Tiroler Tageszeitung, Leitartikel, Ausgabe vom 29. August 2020. Von ALOIS VAHRNER. „Von Zuckerbrot und Peitsche“

Innsbruck (OTS) Nach einem schwierigen Corona-Herbst und -Winter soll das Leben ab Mitte 2021 wieder normal sein, verheißt Bundeskanzler Sebastian Kurz der Bevölkerung. Am Prüfstand steht nach einigen Fehlern und Pannen auch die Regierung.

Die Corona-Krise werde schneller vorbeigehen als von vielen Experten befürchtet, es gebe „Licht am Ende des Tunnels“, sagte Kurz gestern in seiner Erklärung zur aktuellen Lage. Nach der Öffnungswelle waren die Infektionszahlen zuletzt überall deutlich gestiegen, mit der bevorstehenden kälteren Jahreszeit drohen wieder sehr schwierige Monate im Herbst und dann vor allem im Winter.

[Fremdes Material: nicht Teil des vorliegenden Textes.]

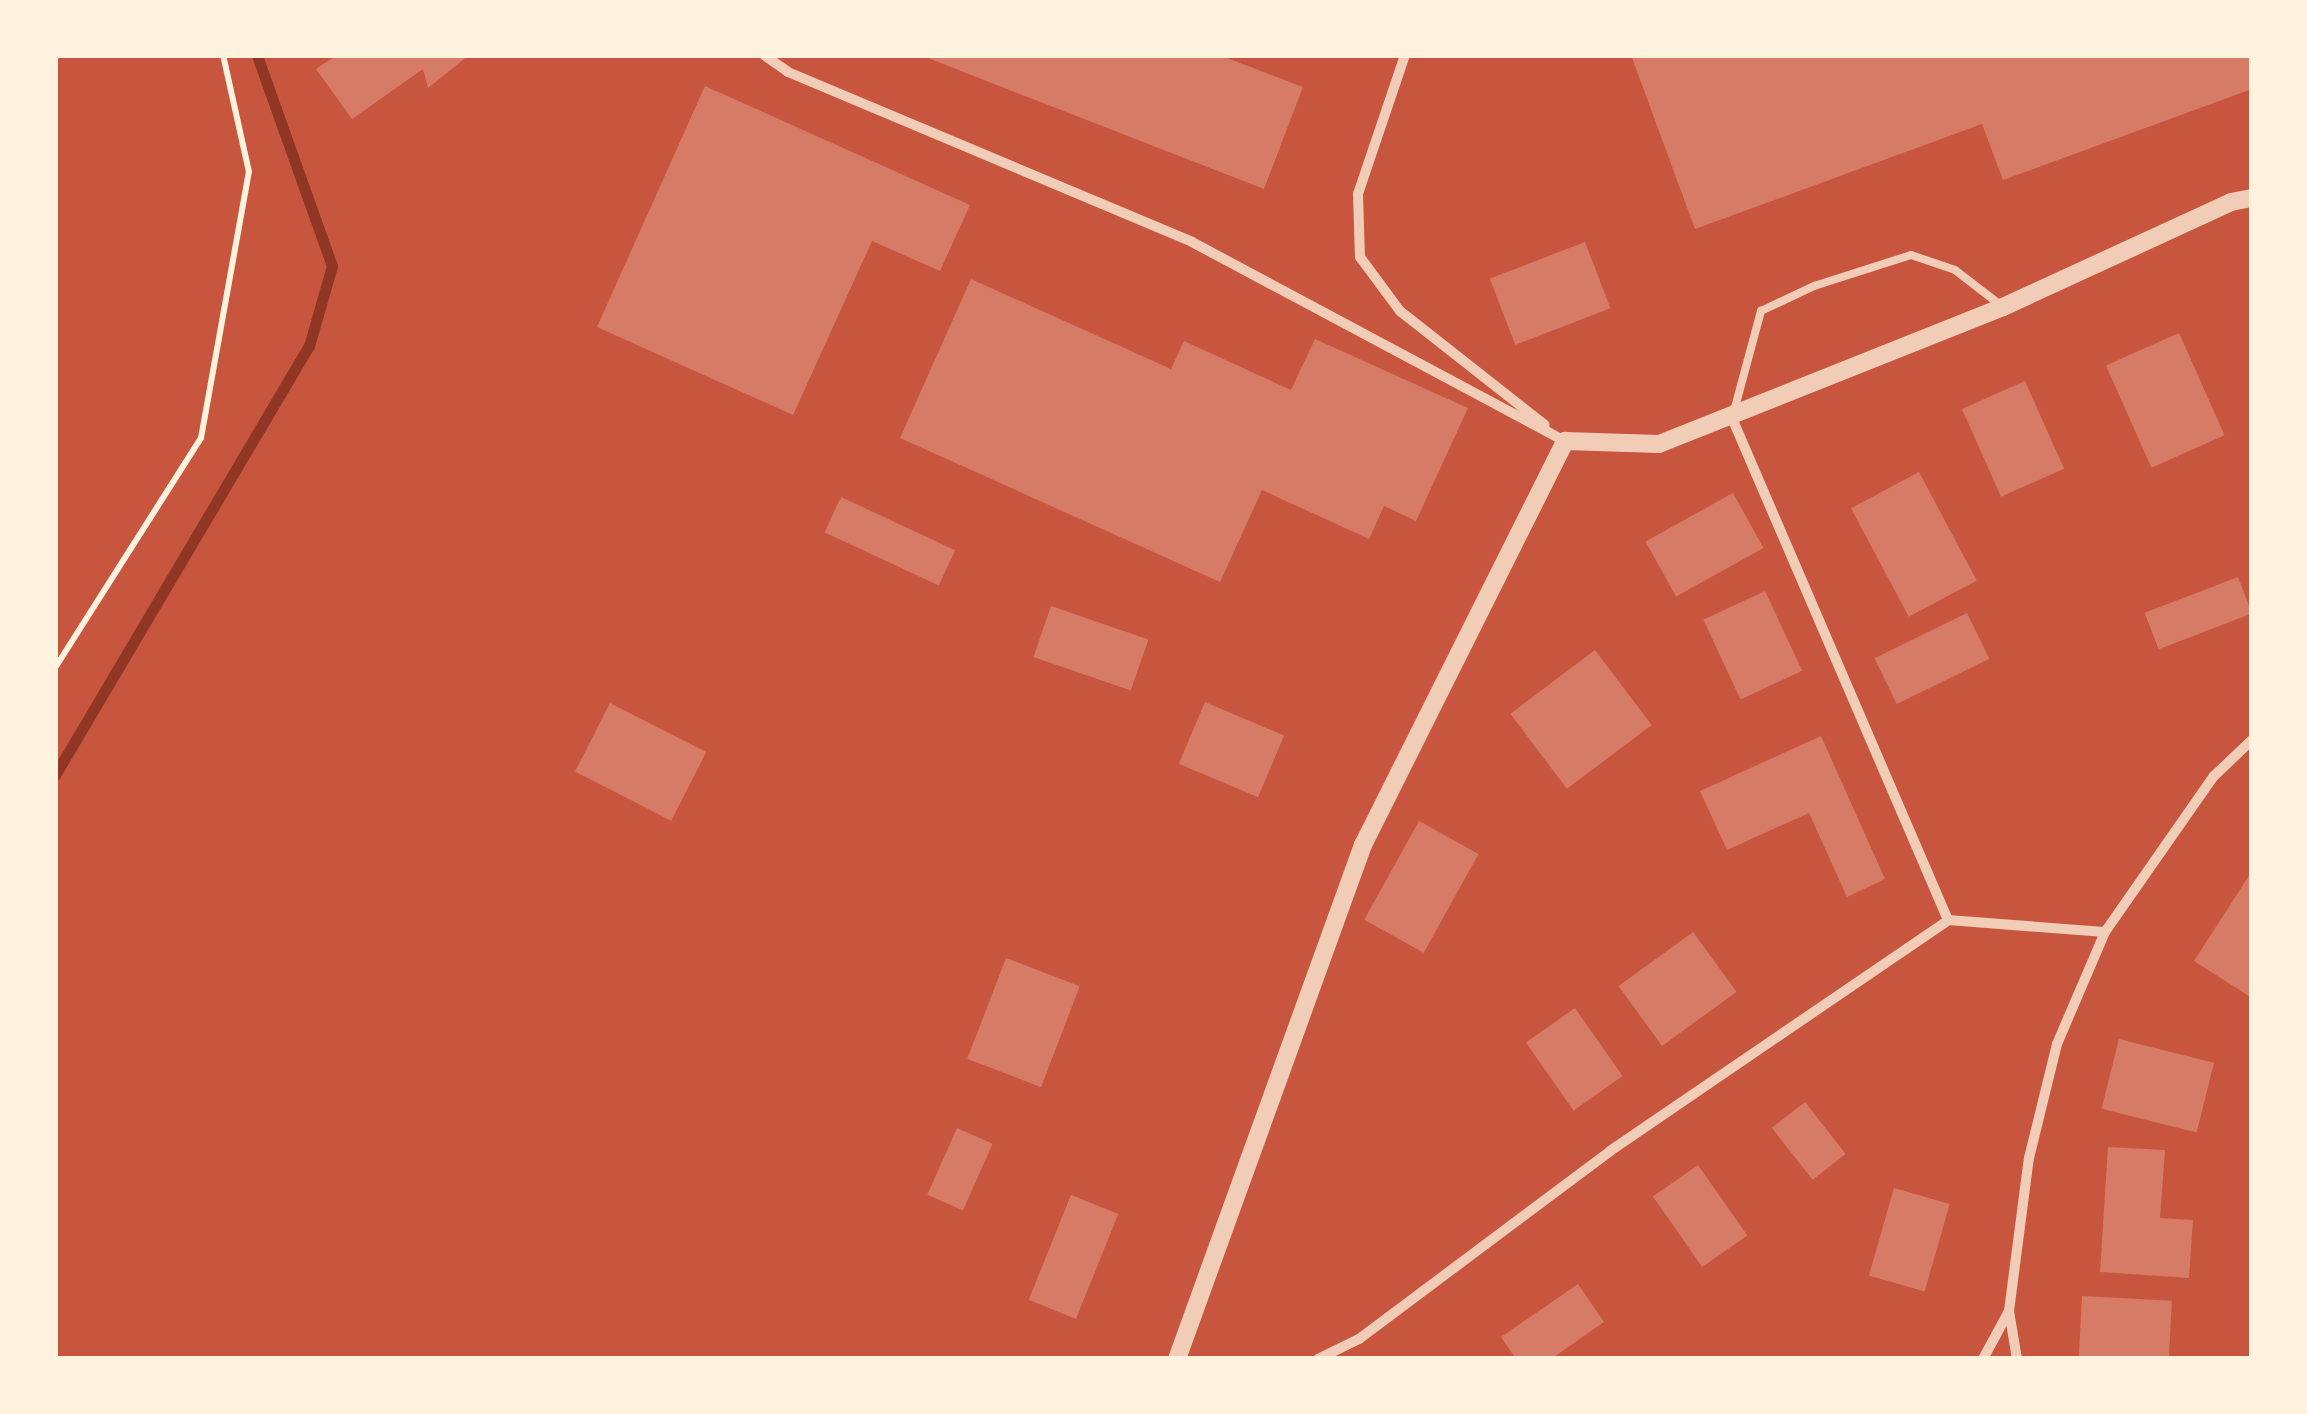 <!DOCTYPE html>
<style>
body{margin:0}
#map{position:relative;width:2307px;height:1414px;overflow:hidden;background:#c8553d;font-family:"Alegreya Sans",sans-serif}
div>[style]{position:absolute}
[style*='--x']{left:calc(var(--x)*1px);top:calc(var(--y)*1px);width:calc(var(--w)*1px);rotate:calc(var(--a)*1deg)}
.stream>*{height:11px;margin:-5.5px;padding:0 5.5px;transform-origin:5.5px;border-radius:5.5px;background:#8f3625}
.building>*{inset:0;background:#d67c66;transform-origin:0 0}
.path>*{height:6px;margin:-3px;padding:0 3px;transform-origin:3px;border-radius:3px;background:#fff3e0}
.service>*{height:8px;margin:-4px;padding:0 4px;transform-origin:4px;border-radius:4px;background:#f1ccb7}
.minor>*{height:10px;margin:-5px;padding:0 5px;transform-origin:5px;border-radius:5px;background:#f1ccb7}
.tertiary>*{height:18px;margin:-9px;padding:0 9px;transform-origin:9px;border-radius:9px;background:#f1ccb7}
span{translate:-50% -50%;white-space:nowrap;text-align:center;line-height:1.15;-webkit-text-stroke:9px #fff3e0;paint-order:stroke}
.frame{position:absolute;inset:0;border:58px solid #fff3e0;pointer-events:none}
</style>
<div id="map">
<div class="stream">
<i style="--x:55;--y:775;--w:499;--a:-59.4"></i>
<i style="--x:309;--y:346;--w:83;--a:-74"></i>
<i style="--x:332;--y:266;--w:224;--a:-109.6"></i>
</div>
<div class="building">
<i style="clip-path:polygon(337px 55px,469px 55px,428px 88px,423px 69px,352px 119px,316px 69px)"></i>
<i style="clip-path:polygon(920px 55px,1219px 55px,1303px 87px,1264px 189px)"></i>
<i style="clip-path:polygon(1631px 55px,2252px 55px,2252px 89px,2003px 180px,1982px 124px,1695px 229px)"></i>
<i style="clip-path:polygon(705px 86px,970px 205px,940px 271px,872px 241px,793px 415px,597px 327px)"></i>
<i style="left:1585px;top:242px;width:71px;height:102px;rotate:69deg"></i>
<i style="clip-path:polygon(971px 279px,1171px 369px,1184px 341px,1291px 390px,1315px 339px,1468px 408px,1416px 521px,1384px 506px,1369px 539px,1262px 490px,1220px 582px,900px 438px)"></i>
<i style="left:2179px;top:333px;width:112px;height:80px;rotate:66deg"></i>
<i style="left:2025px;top:381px;width:96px;height:69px;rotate:66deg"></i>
<i style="left:1919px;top:472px;width:123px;height:77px;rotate:62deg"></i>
<i style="left:1733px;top:493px;width:63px;height:100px;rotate:61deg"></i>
<i style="left:841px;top:497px;width:126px;height:39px;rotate:25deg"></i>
<i style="left:2238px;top:577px;width:39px;height:100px;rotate:69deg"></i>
<i style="left:1765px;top:591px;width:88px;height:68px;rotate:65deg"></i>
<i style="left:1051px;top:606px;width:103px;height:54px;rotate:19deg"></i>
<i style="left:1967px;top:613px;width:51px;height:103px;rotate:64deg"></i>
<i style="left:1595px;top:650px;width:94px;height:106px;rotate:53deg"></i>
<i style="left:1205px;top:702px;width:86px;height:67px;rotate:23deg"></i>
<i style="left:610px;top:703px;width:108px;height:77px;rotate:27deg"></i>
<i style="clip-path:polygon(1821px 736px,1885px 879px,1847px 897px,1809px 813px,1727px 850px,1700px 791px)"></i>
<i style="left:1419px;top:821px;width:68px;height:113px;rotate:29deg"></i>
<i style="clip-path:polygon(2252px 871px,2252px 998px,2194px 961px)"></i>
<i style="left:1693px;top:932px;width:74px;height:92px;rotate:54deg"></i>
<i style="left:1006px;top:958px;width:79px;height:108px;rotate:21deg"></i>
<i style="left:1575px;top:1008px;width:83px;height:60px;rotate:55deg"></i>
<i style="left:2119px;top:1039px;width:98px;height:72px;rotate:14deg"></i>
<i style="left:1805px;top:1102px;width:66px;height:42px;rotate:52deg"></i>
<i style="left:957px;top:1128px;width:39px;height:73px;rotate:24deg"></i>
<i style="clip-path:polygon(2108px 1147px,2165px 1150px,2160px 1218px,2193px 1220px,2189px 1278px,2100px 1272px)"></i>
<i style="left:1698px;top:1165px;width:86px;height:55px;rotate:55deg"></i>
<i style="left:1894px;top:1188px;width:58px;height:91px;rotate:16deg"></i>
<i style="left:1071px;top:1195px;width:51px;height:113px;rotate:22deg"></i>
<i style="clip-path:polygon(1578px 1284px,1604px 1322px,1551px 1359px,1516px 1359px,1501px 1337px)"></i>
<i style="left:2082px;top:1296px;width:90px;height:63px;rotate:3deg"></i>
</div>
<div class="path">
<i style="--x:55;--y:668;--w:272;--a:-57.6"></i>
<i style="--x:201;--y:438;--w:270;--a:-79.8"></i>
<i style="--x:249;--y:172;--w:120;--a:-102.5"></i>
</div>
<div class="service">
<i style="--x:1734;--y:411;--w:104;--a:-74.9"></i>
<i style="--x:1761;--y:311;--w:59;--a:-25.3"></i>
<i style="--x:1814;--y:286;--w:102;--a:-17.7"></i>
<i style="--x:1911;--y:255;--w:46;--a:18.8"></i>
<i style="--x:1955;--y:270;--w:61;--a:37.6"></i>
</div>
<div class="minor">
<i style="--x:764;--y:55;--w:29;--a:35"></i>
<i style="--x:788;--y:72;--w:438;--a:22.8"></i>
<i style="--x:1192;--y:242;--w:423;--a:28.1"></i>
<i style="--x:1405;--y:55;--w:147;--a:108.7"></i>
<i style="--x:1358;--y:194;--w:63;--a:88.2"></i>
<i style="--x:1360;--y:257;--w:67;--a:53.5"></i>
<i style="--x:1400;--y:311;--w:184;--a:38.2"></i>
<i style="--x:1732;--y:418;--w:546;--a:66.72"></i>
<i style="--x:1948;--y:920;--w:157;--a:4.4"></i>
<i style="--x:2009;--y:1311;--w:49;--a:80.5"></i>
<i style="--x:1318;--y:1359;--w:46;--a:-26"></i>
<i style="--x:1359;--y:1339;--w:314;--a:-36.8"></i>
<i style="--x:1610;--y:1151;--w:409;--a:-34.3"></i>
<i style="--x:1983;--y:1359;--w:55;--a:-61.6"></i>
<i style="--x:2009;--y:1311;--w:154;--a:-82.6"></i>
<i style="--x:2029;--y:1158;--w:117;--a:-76.2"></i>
<i style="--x:2057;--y:1044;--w:122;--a:-66.8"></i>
<i style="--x:2105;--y:932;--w:190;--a:-55.1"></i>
<i style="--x:2214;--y:776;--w:52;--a:-43.5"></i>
</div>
<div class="tertiary">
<i style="--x:1177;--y:1359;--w:547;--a:-70.11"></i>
<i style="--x:1363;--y:845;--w:452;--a:-63.4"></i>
<i style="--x:1565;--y:441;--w:94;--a:1.8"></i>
<i style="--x:1659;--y:444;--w:370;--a:-21.7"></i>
<i style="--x:2003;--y:307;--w:251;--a:-24.7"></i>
<i style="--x:2231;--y:202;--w:21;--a:-11"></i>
</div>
<div class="frame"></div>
</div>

Hatte Kurz nach dem Lockdown heuer „neue Normalität versprochen, spricht er jetzt (übrigens doch um einiges optimistischer als die deutsche Kanzlerin Angela Merkel ebenfalls gestern) von der Rückkehr zur „alten Normalität“ im Sommer 2021. Seine Hoffnung schöpft der Kanzler wohl aus der Aussicht, dass in einigen Monaten bald wirkungsvolle und getestete Impfstoffe zur Verfügung stehen werden. Vor dem „Comeback“ des freien Vor-Corona-Lebens wird es aber wohl wieder etliche Verschärfungen geben (müssen). Vor dem Zuckerbrot kommt also wohl noch die Peitsche.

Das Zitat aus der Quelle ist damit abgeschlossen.